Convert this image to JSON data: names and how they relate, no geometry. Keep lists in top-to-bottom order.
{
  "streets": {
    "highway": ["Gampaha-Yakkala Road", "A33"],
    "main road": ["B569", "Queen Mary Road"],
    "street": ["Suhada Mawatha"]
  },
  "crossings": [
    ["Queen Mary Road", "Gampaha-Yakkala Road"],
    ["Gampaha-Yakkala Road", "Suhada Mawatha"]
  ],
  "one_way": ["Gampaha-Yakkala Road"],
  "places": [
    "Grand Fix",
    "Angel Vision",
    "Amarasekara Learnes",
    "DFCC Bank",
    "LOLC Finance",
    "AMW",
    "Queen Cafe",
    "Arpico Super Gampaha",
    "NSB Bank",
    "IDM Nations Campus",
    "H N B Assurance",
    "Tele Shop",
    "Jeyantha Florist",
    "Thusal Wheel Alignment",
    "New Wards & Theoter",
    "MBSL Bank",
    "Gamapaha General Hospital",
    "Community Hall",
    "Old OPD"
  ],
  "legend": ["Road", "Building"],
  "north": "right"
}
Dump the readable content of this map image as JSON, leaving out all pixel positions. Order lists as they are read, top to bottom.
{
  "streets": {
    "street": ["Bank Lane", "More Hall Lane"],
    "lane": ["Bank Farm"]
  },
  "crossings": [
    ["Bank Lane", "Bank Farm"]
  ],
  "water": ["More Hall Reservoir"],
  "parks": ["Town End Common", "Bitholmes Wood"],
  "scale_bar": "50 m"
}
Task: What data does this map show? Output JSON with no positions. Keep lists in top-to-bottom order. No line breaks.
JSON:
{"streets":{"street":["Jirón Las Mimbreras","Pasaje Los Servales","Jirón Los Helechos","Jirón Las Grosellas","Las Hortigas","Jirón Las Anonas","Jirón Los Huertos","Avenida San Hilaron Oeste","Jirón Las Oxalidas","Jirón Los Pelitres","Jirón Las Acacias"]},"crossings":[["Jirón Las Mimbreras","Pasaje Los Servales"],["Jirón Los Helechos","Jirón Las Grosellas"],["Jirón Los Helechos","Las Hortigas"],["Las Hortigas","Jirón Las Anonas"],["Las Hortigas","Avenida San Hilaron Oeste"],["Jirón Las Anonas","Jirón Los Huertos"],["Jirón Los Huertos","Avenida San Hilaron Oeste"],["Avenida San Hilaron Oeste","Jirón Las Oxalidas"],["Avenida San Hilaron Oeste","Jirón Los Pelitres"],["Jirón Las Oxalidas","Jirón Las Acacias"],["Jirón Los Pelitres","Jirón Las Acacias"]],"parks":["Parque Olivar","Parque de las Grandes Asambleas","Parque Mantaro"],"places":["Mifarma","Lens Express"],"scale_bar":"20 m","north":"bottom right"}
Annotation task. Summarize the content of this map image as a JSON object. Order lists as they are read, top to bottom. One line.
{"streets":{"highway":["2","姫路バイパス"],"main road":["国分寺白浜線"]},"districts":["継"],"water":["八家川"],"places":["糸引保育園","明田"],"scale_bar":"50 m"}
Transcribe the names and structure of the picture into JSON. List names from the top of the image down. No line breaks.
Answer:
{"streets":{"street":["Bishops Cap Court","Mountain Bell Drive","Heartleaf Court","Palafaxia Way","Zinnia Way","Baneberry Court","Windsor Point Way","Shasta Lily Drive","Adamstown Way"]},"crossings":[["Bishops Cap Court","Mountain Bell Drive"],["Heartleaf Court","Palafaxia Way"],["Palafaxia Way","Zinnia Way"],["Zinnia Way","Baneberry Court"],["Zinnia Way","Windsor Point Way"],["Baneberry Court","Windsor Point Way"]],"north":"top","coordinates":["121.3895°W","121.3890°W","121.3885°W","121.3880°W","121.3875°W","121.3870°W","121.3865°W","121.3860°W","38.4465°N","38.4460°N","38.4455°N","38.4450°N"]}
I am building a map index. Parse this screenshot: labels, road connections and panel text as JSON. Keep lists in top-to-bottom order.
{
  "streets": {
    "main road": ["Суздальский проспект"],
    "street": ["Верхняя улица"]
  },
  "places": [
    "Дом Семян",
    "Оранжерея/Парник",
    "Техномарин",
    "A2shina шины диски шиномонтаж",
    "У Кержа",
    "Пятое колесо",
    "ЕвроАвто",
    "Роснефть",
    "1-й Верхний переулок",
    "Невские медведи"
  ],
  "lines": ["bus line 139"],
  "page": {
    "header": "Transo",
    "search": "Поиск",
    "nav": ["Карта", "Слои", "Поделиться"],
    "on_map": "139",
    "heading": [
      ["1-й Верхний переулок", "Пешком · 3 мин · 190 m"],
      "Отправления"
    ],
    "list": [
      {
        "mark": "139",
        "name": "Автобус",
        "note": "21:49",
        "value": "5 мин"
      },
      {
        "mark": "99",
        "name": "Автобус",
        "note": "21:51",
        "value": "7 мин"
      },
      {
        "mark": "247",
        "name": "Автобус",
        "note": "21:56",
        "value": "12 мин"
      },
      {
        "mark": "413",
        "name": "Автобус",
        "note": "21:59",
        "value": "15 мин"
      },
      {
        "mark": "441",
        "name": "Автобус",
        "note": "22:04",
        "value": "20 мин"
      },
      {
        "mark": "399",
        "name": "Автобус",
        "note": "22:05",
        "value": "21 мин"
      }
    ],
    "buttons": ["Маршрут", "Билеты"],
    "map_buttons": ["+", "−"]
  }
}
++++++++
_What you will do_
Every entry should be reproduced word for word.

_Output for this task_
Convert this image to JSON data: names and how they relate, no geometry. Keep lists in top-to-bottom order.
{
  "streets": {
    "highway": ["Gampaha-Yakkala Road", "A33"],
    "main road": ["B569", "Queen Mary Road"],
    "street": ["Suhada Mawatha"]
  },
  "crossings": [
    ["Queen Mary Road", "Gampaha-Yakkala Road"],
    ["Gampaha-Yakkala Road", "Suhada Mawatha"]
  ],
  "one_way": ["Gampaha-Yakkala Road"],
  "places": [
    "Grand Fix",
    "Angel Vision",
    "Amarasekara Learnes",
    "DFCC Bank",
    "LOLC Finance",
    "AMW",
    "Queen Cafe",
    "Arpico Super Gampaha",
    "NSB Bank",
    "IDM Nations Campus",
    "H N B Assurance",
    "Tele Shop",
    "Jeyantha Florist",
    "Thusal Wheel Alignment",
    "New Wards & Theoter",
    "MBSL Bank",
    "Gamapaha General Hospital",
    "Community Hall",
    "Old OPD"
  ],
  "legend": ["Road", "Building"],
  "north": "right"
}
Dump the readable content of this map image as JSON, leaving out all pixel positions. Order lists as they are read, top to bottom.
{
  "streets": {
    "street": ["Bank Lane", "More Hall Lane"],
    "lane": ["Bank Farm"]
  },
  "crossings": [
    ["Bank Lane", "Bank Farm"]
  ],
  "water": ["More Hall Reservoir"],
  "parks": ["Town End Common", "Bitholmes Wood"],
  "scale_bar": "50 m"
}
Task: What data does this map show? Output JSON with no positions. Keep lists in top-to-bottom order. No line breaks.
JSON:
{"streets":{"street":["Jirón Las Mimbreras","Pasaje Los Servales","Jirón Los Helechos","Jirón Las Grosellas","Las Hortigas","Jirón Las Anonas","Jirón Los Huertos","Avenida San Hilaron Oeste","Jirón Las Oxalidas","Jirón Los Pelitres","Jirón Las Acacias"]},"crossings":[["Jirón Las Mimbreras","Pasaje Los Servales"],["Jirón Los Helechos","Jirón Las Grosellas"],["Jirón Los Helechos","Las Hortigas"],["Las Hortigas","Jirón Las Anonas"],["Las Hortigas","Avenida San Hilaron Oeste"],["Jirón Las Anonas","Jirón Los Huertos"],["Jirón Los Huertos","Avenida San Hilaron Oeste"],["Avenida San Hilaron Oeste","Jirón Las Oxalidas"],["Avenida San Hilaron Oeste","Jirón Los Pelitres"],["Jirón Las Oxalidas","Jirón Las Acacias"],["Jirón Los Pelitres","Jirón Las Acacias"]],"parks":["Parque Olivar","Parque de las Grandes Asambleas","Parque Mantaro"],"places":["Mifarma","Lens Express"],"scale_bar":"20 m","north":"bottom right"}
Annotation task. Summarize the content of this map image as a JSON object. Order lists as they are read, top to bottom. One line.
{"streets":{"highway":["2","姫路バイパス"],"main road":["国分寺白浜線"]},"districts":["継"],"water":["八家川"],"places":["糸引保育園","明田"],"scale_bar":"50 m"}
Transcribe the names and structure of the picture into JSON. List names from the top of the image down. No line breaks.
Answer:
{"streets":{"street":["Bishops Cap Court","Mountain Bell Drive","Heartleaf Court","Palafaxia Way","Zinnia Way","Baneberry Court","Windsor Point Way","Shasta Lily Drive","Adamstown Way"]},"crossings":[["Bishops Cap Court","Mountain Bell Drive"],["Heartleaf Court","Palafaxia Way"],["Palafaxia Way","Zinnia Way"],["Zinnia Way","Baneberry Court"],["Zinnia Way","Windsor Point Way"],["Baneberry Court","Windsor Point Way"]],"north":"top","coordinates":["121.3895°W","121.3890°W","121.3885°W","121.3880°W","121.3875°W","121.3870°W","121.3865°W","121.3860°W","38.4465°N","38.4460°N","38.4455°N","38.4450°N"]}
I am building a map index. Parse this screenshot: labels, road connections and panel text as JSON. Keep lists in top-to-bottom order.
{
  "streets": {
    "main road": ["Суздальский проспект"],
    "street": ["Верхняя улица"]
  },
  "places": [
    "Дом Семян",
    "Оранжерея/Парник",
    "Техномарин",
    "A2shina шины диски шиномонтаж",
    "У Кержа",
    "Пятое колесо",
    "ЕвроАвто",
    "Роснефть",
    "1-й Верхний переулок",
    "Невские медведи"
  ],
  "lines": ["bus line 139"],
  "page": {
    "header": "Transo",
    "search": "Поиск",
    "nav": ["Карта", "Слои", "Поделиться"],
    "on_map": "139",
    "heading": [
      ["1-й Верхний переулок", "Пешком · 3 мин · 190 m"],
      "Отправления"
    ],
    "list": [
      {
        "mark": "139",
        "name": "Автобус",
        "note": "21:49",
        "value": "5 мин"
      },
      {
        "mark": "99",
        "name": "Автобус",
        "note": "21:51",
        "value": "7 мин"
      },
      {
        "mark": "247",
        "name": "Автобус",
        "note": "21:56",
        "value": "12 мин"
      },
      {
        "mark": "413",
        "name": "Автобус",
        "note": "21:59",
        "value": "15 мин"
      },
      {
        "mark": "441",
        "name": "Автобус",
        "note": "22:04",
        "value": "20 мин"
      },
      {
        "mark": "399",
        "name": "Автобус",
        "note": "22:05",
        "value": "21 мин"
      }
    ],
    "buttons": ["Маршрут", "Билеты"],
    "map_buttons": ["+", "−"]
  }
}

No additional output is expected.